The dark-haired woman scoffed. "You might have given birth to her, Jocelyn, but I am the one who raised her, I'm the one who trained her, I am the one who has been protecting her all these years. She may be your blood, she might even carry your name, but she is mine. She is a Lightwood. She is my daughter."


New York

Present Day

City of Bones


The images came faster now, like the pages of one of those books where the drawings seemed to move when they were flipped.

A sudden pain lanced through her right arm.

She shrieked as the images fell away and she spun upward, breaking the surface of consciousness like a diver breaking up through a wave.
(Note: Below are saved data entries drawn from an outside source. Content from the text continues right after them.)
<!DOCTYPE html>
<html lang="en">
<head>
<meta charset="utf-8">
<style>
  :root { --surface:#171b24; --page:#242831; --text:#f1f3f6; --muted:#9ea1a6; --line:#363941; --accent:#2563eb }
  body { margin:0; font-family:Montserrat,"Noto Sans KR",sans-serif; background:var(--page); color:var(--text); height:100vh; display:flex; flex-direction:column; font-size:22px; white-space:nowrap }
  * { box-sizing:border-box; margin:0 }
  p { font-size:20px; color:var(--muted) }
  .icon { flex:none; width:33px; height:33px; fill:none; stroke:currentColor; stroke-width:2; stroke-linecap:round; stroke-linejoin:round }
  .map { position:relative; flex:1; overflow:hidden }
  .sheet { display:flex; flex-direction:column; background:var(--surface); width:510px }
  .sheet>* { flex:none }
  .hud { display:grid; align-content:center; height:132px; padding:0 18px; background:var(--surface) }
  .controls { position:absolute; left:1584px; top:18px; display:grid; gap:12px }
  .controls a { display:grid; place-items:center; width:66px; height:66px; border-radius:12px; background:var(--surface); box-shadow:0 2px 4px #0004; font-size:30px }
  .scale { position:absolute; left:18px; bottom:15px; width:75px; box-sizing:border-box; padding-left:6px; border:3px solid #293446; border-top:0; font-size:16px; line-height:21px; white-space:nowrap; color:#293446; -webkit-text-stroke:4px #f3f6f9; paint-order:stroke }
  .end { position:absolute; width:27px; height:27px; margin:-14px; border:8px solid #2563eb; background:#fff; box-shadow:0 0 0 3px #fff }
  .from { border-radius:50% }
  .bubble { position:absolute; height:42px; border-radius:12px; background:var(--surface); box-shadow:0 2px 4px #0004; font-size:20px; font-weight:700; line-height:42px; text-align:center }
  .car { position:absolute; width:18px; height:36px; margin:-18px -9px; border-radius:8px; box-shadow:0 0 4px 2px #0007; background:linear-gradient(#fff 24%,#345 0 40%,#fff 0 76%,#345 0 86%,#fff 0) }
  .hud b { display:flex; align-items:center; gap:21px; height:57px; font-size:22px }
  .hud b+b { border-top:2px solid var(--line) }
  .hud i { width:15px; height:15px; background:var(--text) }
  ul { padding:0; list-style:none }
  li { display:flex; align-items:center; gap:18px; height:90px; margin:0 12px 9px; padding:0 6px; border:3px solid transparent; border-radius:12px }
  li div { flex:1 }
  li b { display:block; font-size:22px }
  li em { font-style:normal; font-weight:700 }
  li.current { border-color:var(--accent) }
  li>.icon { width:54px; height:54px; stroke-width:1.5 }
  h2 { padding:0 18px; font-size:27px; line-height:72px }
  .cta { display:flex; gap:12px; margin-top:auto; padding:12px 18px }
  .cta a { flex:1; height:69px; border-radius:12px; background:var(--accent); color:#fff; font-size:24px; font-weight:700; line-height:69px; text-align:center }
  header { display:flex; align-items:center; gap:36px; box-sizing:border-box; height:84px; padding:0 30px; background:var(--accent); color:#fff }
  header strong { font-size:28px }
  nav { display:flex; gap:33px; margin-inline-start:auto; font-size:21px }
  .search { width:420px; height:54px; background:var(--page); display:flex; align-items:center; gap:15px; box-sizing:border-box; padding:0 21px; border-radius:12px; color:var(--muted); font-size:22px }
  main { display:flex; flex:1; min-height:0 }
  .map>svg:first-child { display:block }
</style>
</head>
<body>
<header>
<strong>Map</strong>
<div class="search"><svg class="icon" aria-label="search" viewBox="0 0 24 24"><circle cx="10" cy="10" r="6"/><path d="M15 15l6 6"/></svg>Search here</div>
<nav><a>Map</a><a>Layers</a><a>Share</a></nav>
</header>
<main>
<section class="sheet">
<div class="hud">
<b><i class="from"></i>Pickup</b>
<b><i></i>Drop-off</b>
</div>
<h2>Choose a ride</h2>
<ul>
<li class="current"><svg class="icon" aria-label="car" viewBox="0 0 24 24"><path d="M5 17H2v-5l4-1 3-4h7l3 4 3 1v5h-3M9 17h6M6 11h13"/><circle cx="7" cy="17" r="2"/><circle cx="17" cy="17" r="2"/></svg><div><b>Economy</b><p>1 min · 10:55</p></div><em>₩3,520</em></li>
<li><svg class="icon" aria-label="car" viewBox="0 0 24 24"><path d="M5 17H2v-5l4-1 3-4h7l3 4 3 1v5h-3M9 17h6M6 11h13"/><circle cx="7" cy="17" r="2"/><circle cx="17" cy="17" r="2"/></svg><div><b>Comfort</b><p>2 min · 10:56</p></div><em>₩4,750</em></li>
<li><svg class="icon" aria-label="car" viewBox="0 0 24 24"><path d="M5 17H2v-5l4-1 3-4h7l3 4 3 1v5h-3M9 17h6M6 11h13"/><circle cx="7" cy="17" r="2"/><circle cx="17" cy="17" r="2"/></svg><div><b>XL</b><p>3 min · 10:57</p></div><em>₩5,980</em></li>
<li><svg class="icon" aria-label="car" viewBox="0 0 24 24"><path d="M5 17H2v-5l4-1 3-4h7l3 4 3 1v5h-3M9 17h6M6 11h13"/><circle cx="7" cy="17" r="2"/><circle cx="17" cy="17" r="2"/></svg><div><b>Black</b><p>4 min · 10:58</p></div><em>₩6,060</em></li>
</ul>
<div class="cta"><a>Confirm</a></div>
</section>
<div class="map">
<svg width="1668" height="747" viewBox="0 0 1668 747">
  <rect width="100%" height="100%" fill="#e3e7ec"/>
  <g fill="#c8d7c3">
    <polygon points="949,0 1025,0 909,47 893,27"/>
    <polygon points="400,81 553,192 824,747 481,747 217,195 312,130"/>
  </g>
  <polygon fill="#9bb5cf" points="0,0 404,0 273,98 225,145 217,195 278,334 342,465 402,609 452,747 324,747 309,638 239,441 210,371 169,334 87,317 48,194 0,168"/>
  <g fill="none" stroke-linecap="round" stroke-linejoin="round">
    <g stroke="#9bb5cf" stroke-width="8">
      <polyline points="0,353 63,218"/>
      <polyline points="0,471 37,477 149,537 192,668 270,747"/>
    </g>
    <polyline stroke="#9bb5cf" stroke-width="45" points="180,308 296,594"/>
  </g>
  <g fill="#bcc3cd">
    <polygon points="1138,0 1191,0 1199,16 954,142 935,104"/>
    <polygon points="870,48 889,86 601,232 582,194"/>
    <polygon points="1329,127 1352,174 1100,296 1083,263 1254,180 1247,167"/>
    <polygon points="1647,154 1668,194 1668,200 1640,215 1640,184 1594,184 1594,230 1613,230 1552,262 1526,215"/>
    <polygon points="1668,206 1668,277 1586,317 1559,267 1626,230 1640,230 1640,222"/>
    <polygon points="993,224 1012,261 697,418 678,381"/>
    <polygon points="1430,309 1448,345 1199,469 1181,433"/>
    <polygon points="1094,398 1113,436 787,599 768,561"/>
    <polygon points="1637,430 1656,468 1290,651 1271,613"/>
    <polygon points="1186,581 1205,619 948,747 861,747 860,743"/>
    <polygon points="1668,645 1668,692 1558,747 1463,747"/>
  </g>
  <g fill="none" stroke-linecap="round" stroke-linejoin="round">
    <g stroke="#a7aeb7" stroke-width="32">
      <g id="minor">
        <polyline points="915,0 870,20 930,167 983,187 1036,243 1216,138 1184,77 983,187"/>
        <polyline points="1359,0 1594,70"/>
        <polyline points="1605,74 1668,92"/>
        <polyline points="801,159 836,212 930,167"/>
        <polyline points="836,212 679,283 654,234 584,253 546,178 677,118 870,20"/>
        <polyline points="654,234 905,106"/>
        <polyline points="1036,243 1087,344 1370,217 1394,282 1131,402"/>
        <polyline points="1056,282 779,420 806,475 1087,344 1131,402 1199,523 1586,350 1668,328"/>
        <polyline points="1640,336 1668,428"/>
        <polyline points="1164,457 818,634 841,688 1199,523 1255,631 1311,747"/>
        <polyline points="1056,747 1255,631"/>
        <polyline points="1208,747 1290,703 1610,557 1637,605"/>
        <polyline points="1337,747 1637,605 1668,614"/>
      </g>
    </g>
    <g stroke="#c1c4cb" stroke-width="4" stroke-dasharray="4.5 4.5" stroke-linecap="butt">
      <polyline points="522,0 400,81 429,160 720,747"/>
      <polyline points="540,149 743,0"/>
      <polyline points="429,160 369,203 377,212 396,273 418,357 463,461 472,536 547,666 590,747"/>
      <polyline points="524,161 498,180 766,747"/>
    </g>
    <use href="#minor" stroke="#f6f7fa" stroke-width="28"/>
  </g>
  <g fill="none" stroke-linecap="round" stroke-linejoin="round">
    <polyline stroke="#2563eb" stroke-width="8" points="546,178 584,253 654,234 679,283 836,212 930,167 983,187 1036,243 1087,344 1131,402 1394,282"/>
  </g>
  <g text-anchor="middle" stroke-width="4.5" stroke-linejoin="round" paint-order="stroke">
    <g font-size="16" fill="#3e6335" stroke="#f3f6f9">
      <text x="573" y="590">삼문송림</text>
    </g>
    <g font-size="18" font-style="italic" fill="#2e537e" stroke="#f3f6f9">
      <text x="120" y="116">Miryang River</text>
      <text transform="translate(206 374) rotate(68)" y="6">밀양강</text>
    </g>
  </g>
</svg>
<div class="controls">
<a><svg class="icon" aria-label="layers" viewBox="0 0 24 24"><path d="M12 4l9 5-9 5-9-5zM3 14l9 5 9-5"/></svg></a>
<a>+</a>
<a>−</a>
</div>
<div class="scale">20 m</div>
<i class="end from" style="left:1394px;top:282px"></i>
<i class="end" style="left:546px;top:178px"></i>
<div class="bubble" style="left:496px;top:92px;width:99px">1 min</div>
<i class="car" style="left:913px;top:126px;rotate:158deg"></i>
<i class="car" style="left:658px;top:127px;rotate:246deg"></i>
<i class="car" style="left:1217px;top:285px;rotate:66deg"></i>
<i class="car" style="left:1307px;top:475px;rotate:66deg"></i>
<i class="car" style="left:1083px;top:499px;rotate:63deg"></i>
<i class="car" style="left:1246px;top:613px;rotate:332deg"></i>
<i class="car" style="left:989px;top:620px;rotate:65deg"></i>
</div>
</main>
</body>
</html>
There was something cold pressed against her cheek.

Clary pried her eyes open and saw silver stars.

She blinked twice before she realized that she was lying on the marble floor, her knees curled up to her chest. When she moved, hot pain shot up her arm.

She sat up gingerly.

The skin over her left elbow was split and bleeding. She must have landed on it when she fell. She looked around, disoriented, and saw Jace looking at her, unmoving but very tense around the mouth.

The block inside your mind is stronger than we had anticipated.
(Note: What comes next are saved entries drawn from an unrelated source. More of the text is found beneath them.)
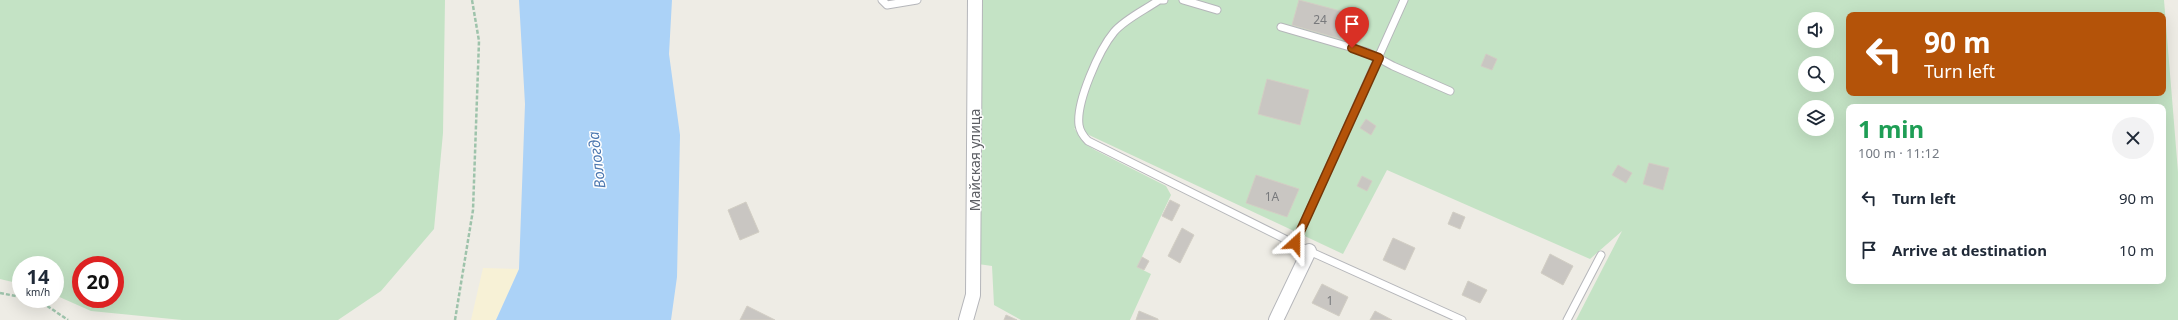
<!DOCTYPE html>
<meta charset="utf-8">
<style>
body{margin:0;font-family:"Noto Sans",sans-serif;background:#f2f2f3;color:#1f2937;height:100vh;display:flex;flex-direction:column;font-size:15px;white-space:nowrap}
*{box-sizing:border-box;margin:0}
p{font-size:13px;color:#747a83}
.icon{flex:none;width:22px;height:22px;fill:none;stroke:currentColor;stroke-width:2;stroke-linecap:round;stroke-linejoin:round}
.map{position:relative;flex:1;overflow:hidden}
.panel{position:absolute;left:1846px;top:104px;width:320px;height:180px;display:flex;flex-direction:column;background:#fff;border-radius:8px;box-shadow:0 4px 16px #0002}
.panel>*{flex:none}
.banner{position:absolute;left:1846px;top:12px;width:320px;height:84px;border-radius:8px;box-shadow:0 4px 16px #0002;background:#b45309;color:#fff;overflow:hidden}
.buttons{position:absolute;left:1798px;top:12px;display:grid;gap:8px}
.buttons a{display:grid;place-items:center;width:36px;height:36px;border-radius:50%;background:#fff;box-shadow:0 4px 16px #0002;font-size:20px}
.speed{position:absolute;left:12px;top:256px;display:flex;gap:8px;font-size:20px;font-weight:700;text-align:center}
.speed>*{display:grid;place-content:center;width:52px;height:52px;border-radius:50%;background:#fff;box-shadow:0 4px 16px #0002;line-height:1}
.speed small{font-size:10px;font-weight:400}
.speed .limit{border:6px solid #d22;background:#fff;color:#111}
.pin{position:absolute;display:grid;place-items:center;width:34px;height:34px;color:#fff;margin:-41px -17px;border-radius:50% 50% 50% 0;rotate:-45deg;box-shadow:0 0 4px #0007}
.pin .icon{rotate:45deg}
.me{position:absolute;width:44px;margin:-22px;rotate:24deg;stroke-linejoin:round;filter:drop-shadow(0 0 3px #0008)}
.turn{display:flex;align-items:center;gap:14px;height:84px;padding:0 12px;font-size:18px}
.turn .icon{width:52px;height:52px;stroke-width:2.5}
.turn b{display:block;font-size:28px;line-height:34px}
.round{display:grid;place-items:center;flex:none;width:42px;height:42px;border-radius:21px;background:#f2f2f3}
.overview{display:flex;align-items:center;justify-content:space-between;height:68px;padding:0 12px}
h1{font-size:24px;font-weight:700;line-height:30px;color:#1e9e55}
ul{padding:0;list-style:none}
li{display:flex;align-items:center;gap:12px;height:52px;padding:0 12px}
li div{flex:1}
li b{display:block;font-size:15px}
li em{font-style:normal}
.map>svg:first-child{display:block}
.green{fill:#c4e3c5;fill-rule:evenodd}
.sand{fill:#f7f1d6}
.water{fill:#abd2f7}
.building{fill:#c9c6c2;stroke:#d2cec4}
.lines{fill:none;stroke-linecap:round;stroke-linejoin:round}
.lane-casing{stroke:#b5b6ba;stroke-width:9}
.street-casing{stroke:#b5b6ba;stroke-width:16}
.path{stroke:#9ec3ab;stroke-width:2.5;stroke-dasharray:4 2;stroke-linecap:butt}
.lane{stroke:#fff;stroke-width:7}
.street{stroke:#fff;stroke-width:14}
.route-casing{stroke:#753606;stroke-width:10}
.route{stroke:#b45309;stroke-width:7}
.labels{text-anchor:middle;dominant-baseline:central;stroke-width:3;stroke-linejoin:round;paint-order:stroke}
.number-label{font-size:12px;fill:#78797c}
.street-label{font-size:14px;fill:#5d5f64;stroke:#fff}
.water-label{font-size:15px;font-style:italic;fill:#4d78b0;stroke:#fff}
</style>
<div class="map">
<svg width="2178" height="320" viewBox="0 0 2178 320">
<rect width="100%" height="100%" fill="#eeece5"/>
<!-- green -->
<path class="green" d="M0 0H445L443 133 434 229 381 291 338 320H182L91 311 55 295V265H21V284L0 279ZM81 265H115V299H81Z
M980 0H2164L2178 172V320H1576L1622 231 1590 259 1387 170 1343 254 1074 128 1085 144 1095 150 1166 186 1171 195 1137 267 1151 274 1130 320H1021L994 305 992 266 978 264ZM1849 15H2163V93H1849ZM1805 19H1827V41H1805ZM1805 63H1827V85H1805ZM1805 107H1827V129H1805ZM1849 107H2163V281H1849Z"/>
<!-- sand -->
<path class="sand" d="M483 268 519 269 496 320H471Z"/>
<!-- water -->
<path class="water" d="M519 0H672L669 54 680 135 677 277 671 320H496L519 269 525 104Z"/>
<!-- building -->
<path class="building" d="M1299 0 1348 13 1341 39 1292 25Z
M1486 54 1497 59 1492 70 1481 66Z
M1267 79 1309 90 1300 125 1258 114Z
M1366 119 1376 126 1371 135 1360 128Z
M1649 163 1669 168 1663 190 1643 184Z
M1618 165 1632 173 1626 183 1612 175Z
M1256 175 1299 189 1287 217 1246 203Z
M1362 176 1372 181 1367 191 1357 186Z
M1170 200 1180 205 1172 221 1162 216Z
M746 202 759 232 740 240 728 210Z
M1453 212 1465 217 1460 229 1448 224Z
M1182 228 1194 235 1180 263 1168 256Z
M1393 238 1415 248 1405 270 1383 260Z
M1550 254 1573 266 1563 285 1541 273Z
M1142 257 1149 261 1144 270 1137 267Z
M1468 281 1487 290 1480 303 1462 295Z
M1322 284 1348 297 1339 316 1312 303Z
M747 306 775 320H740Z
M1139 311 1158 319V320H1136Z
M1375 311 1392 320H1370Z
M1006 315 1017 320H1004Z"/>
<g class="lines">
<defs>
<path id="lane" d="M882 0 887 5 917 0
M1164 0H1159C1145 10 1125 19 1114 32 1099 50 1076 102 1079 125 1080 132 1084 137 1088 141L1309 251 1462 320
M1183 0 1217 10
M1281 27 1367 52 1393 66 1450 91
M1295 243 1404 0
M1567 320 1601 255"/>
<path id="street" d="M966 320 973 295 975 0
M1276 320 1309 251"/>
</defs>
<!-- lane casing -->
<use href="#lane" class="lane-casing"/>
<!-- street casing -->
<use href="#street" class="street-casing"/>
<!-- path -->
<path class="path" d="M0 293 21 297
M31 299 40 301 68 320
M455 320 473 210 479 41 472 0"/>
<!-- lane -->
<use href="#lane" class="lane"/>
<!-- street -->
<use href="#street" class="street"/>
</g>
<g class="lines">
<defs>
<path id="route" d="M1295 243 1379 58 1352 48"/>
</defs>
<!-- route casing -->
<use href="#route" class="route-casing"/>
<!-- route -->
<use href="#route" class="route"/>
</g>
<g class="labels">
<!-- number labels -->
<g class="number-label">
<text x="1320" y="19">24</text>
<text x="1272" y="196">1А</text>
<text x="1330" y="300">1</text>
</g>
<!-- street labels -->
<g class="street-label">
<text transform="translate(974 160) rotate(-90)">Майская улица</text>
</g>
<!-- water labels -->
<g class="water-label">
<text transform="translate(596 160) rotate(-97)">Вологда</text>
</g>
</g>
</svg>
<div class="buttons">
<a><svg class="icon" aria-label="sound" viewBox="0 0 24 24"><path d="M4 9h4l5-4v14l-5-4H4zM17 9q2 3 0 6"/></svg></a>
<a><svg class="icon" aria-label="search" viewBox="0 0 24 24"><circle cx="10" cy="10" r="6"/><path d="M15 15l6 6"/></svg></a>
<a><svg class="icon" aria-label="layers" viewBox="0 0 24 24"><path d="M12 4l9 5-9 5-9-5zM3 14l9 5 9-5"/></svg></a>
</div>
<div class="speed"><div>14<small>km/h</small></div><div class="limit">20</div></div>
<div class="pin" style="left:1352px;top:48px;background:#d93025"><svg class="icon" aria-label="arrive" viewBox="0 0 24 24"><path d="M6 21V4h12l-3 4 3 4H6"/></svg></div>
<svg class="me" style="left:1295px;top:243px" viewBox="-20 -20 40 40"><path d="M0-17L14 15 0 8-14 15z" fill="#b45309" stroke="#fff" stroke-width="4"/></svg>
<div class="banner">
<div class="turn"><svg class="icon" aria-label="left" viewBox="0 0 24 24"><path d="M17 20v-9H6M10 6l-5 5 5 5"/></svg><div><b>90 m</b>Turn left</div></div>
</div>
<section class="panel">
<div class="overview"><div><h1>1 min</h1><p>100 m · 11:12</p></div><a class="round"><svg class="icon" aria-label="close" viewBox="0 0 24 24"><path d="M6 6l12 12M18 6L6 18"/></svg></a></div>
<ul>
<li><svg class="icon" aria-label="left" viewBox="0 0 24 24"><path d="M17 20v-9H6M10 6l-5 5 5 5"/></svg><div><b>Turn left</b></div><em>90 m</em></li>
<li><svg class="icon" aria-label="arrive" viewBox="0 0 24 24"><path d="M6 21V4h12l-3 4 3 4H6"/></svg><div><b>Arrive at destination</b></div><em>10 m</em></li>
</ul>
</section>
</div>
Jace was at her side, examining the scrape. He still said nothing.

It can be safely undone only by the one who put it there. For us to remove it would be to kill you.

Clary scrambled to her feet, cradling her injured arm. "But I don't know who put it there! If I knew that, I wouldn't have come here."

The answer to that is woven into the thread of your thoughts. In your waking dream you saw it written.

"I..." She shook her head frantically. "I didn't see anything!"

Brother Jeremiah got to his feet. As if this were a signal, the rest of the Brothers rose alongside him. They inclined their heads toward Jace, a gesture of silent acknowledgment, before they filed away among the pillars and were gone.

"Clary." Jace turned her to face him. "What is it? What did you see?"

"I..." Clary whispered, blinking back tears. "Jocelyn."